- Born: April 20, 1915 North Liberty, Indiana, US
- Died: February 19, 2003 (aged 88) Lexington, Kentucky, US
- Education: Iowa State College DePauw University
- Scientific career
- Fields: Econometrics
- Institutions: University of Kentucky North Carolina State University
- Doctoral advisor: Gerhard Tintner
- Doctoral students: Geoffrey Watson

= Richard Loree Anderson =

American econometrician (1915-2003)

Richard Loree Anderson (April 20, 1915 – February 19, 2003) was an American econometrician. He was a Professor of Statistics at North Carolina State University from 1941 to 1966. In 1967, he took up chairmanship of the newly established Department of Statistics at the University of Kentucky, a position he held until 1979. In 1951 he was elected as a Fellow of the American Statistical Association. While a professor at the University of Kentucky, he consulted with a number of drug companies on clinical trials.

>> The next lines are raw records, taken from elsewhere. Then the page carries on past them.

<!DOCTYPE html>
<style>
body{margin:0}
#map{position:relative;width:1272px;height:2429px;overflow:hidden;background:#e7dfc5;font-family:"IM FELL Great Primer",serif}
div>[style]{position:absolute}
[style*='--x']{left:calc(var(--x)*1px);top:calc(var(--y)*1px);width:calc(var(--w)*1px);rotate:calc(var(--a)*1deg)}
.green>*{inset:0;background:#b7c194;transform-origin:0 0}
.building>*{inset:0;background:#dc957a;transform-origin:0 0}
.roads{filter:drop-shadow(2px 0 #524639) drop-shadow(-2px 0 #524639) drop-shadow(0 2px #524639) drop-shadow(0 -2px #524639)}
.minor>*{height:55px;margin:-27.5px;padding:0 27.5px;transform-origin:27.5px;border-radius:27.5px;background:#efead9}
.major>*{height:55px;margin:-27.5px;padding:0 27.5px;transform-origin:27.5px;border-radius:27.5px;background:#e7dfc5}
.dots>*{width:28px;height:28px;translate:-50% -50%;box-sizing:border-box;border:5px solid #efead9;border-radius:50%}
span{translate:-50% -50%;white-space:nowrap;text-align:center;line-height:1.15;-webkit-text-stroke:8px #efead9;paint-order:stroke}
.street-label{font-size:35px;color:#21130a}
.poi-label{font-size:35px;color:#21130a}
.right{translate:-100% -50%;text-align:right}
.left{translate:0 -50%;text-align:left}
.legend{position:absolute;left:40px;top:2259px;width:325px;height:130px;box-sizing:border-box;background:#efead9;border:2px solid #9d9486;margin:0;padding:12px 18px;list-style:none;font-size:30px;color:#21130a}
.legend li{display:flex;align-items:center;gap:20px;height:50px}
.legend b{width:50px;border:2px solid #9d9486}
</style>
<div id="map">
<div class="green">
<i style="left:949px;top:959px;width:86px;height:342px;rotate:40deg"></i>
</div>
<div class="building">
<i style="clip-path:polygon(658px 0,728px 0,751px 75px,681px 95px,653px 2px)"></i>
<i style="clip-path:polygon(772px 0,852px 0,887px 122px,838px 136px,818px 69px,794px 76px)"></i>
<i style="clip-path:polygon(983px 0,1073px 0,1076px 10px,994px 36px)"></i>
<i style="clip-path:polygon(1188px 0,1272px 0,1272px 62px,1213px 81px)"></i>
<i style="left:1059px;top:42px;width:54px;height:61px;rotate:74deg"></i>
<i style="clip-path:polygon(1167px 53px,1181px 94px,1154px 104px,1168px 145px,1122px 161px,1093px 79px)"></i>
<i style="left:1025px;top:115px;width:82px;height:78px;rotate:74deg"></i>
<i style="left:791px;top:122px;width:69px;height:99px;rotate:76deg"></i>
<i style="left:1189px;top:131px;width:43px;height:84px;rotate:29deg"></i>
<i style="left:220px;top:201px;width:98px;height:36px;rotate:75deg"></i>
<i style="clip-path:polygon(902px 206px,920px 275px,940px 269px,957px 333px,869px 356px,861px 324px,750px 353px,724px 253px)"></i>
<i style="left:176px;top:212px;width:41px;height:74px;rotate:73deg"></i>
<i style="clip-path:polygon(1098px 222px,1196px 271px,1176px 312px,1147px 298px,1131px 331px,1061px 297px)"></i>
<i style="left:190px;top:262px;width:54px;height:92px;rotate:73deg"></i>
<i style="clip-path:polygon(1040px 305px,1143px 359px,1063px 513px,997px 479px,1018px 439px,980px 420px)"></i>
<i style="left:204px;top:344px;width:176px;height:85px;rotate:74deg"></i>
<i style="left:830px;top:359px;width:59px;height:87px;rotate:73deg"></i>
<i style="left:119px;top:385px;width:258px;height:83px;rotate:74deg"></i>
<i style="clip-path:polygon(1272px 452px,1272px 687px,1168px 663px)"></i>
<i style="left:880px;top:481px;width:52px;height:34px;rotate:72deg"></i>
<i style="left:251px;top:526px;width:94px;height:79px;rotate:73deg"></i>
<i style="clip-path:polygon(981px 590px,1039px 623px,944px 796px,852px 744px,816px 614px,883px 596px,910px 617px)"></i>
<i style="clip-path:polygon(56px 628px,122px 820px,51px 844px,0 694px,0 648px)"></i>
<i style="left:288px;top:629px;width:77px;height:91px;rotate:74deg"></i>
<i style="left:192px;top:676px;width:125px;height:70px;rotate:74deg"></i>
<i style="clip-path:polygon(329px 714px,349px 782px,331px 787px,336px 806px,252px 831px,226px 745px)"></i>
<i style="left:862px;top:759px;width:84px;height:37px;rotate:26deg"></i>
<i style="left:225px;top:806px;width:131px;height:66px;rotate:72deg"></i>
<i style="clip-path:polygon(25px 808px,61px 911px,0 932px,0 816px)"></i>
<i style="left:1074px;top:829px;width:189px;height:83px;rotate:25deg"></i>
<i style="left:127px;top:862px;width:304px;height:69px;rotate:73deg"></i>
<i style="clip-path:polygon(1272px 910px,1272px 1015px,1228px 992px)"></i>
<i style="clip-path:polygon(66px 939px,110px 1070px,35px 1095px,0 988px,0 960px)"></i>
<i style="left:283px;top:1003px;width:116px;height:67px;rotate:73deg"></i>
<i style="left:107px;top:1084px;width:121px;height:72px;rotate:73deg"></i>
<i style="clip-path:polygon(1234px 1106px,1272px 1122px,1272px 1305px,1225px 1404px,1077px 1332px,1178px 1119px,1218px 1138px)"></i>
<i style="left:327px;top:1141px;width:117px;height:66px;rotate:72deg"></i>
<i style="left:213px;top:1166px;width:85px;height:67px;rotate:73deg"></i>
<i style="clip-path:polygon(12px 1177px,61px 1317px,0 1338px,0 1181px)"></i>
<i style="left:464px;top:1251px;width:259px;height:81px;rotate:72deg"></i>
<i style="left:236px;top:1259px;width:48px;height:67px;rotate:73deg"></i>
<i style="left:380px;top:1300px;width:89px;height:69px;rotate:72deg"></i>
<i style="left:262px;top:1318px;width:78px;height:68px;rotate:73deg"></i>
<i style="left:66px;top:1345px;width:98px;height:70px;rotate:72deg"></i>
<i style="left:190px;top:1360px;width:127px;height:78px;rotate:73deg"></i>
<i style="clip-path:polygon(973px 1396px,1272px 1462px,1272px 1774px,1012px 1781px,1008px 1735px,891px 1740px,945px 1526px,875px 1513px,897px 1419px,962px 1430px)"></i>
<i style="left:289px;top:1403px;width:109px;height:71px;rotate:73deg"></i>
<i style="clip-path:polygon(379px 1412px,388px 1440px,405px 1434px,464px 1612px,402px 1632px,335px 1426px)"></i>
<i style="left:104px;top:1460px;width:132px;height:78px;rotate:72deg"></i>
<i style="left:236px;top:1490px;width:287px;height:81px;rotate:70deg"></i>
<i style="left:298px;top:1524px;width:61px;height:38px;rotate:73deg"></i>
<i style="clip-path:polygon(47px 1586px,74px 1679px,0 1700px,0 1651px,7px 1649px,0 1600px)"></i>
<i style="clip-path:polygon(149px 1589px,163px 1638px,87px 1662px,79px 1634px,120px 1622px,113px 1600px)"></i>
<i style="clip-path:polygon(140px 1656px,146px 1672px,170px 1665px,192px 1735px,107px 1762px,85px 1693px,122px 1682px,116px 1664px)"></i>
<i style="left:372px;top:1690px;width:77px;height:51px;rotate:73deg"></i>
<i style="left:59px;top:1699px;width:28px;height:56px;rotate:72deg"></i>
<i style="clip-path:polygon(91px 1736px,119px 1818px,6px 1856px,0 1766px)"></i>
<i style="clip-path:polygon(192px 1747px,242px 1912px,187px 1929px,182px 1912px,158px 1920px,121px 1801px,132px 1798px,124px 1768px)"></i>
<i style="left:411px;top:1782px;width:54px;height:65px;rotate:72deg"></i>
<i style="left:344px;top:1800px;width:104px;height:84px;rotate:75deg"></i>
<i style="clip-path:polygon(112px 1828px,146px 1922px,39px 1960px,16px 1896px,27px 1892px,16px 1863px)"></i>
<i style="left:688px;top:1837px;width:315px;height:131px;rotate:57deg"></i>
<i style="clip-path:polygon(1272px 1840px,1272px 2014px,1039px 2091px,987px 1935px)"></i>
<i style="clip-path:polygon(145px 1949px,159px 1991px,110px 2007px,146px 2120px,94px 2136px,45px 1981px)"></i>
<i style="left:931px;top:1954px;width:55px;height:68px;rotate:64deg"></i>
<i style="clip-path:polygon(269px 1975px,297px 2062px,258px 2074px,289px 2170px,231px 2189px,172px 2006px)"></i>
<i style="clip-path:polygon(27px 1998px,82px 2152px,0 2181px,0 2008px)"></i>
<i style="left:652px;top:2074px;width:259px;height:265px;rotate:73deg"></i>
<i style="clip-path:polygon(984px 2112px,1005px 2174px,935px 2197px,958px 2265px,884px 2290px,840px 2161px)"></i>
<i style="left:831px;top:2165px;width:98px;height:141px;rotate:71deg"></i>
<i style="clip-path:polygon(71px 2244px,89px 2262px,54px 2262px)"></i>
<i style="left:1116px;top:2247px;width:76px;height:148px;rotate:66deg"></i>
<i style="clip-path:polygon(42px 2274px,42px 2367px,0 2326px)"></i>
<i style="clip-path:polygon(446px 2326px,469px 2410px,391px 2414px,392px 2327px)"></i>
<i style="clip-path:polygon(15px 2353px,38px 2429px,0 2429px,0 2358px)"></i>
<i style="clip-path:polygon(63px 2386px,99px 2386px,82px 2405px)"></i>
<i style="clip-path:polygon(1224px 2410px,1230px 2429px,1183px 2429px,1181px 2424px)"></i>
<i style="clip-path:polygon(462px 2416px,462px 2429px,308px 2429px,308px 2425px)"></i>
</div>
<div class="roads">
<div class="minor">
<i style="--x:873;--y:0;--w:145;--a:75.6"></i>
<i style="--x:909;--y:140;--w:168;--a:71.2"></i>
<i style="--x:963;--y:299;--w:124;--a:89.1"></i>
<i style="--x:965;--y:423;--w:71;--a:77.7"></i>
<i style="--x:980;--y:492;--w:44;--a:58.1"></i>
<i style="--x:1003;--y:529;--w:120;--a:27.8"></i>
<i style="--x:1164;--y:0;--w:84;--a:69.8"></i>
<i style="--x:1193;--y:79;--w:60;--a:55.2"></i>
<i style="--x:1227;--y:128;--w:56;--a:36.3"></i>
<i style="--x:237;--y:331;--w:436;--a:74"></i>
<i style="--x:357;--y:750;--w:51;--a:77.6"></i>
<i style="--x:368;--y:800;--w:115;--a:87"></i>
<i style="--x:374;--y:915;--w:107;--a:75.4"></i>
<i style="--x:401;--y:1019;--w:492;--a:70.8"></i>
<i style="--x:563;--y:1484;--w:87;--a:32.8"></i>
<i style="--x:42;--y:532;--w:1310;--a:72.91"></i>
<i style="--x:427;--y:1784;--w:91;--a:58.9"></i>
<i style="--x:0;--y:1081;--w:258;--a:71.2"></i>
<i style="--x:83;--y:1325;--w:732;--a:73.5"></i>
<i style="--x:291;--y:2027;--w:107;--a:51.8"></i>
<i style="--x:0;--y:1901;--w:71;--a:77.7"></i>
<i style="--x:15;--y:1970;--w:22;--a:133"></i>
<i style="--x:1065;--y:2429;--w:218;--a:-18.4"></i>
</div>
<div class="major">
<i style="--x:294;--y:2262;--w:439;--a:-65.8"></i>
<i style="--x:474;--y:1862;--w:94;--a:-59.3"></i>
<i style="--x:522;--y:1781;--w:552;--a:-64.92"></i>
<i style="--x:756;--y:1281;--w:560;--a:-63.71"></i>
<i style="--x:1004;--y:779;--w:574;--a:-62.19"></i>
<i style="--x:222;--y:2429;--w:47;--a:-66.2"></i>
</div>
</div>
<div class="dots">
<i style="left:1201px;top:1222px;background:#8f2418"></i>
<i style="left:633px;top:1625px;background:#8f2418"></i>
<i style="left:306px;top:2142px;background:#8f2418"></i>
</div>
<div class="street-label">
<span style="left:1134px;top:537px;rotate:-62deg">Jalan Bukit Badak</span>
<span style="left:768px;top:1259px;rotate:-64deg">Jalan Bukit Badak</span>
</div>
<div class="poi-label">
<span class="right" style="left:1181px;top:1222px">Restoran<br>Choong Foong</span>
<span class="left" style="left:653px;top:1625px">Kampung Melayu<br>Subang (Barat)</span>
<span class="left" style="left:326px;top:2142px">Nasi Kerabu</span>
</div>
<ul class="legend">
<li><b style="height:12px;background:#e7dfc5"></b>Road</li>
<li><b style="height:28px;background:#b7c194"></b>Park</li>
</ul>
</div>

Even before, he had been consulting several computer programming companies including IMSL, BMDP, and SAS.

Anderson was good friends with William Gemmell Cochran before the latter died in 1980. The two had first met at Iowa State University in 1938.

== Research ==
In 1942, Anderson found the probability density function of the serial correlation coefficient $R_N := \frac{X_1X_{L + 1} + X_2X_{L + 2} + \cdots + X_NX_L - (\sum_i X_i)^2/N}{\sum_i X_i^2 - (\sum_i X_i)^2/N}$ when the variables $X_i$ are independent and identically distributed and follow the normal distribution. Anderson recalled that he preliminarily calculated this based on characteristic functions and presented it in the winter of 1940, but he thought it would be intractable for N > 9. The next day, he received a note from Cochran asking him to try out Cochran's theorem, which turned out to be the answer.

In 1962, Anderson, W. T. Wells, and John W. Cell calculated the probability density function for the product of two noncentral chi-squared variables using the Mellin transform.

In 1980, Anderson, Walter W. Stroup, and James W. Evans devised an algorithm to compute maximum likelihood estimates for the completely random balanced incomplete block design.

In 1985, Anderson, Sastry G. Pantula, and Larry A. Nelson, proposed an estimator for the covariance matrix for a mixed linear model, where the model describes an experiment conducted over several sites for several years. The model takes the form $y_{ijk} = \sum_{m = 1}^s x_{ijkm}\beta_m + u_{ijk}$, where i indexes sites, j indexes "blocks" at each site, and k indexes treatments.

In 1996, Anderson, Pao-Sheng Shen, and P. L. Cornelius used simulations to study nested mating designs. They concluded that asymptotic variances severely underestimate the actual variance in the simulation.

==Awards and honors==
In 1992 Anderson was awarded the American Statistical Association's Founders Award.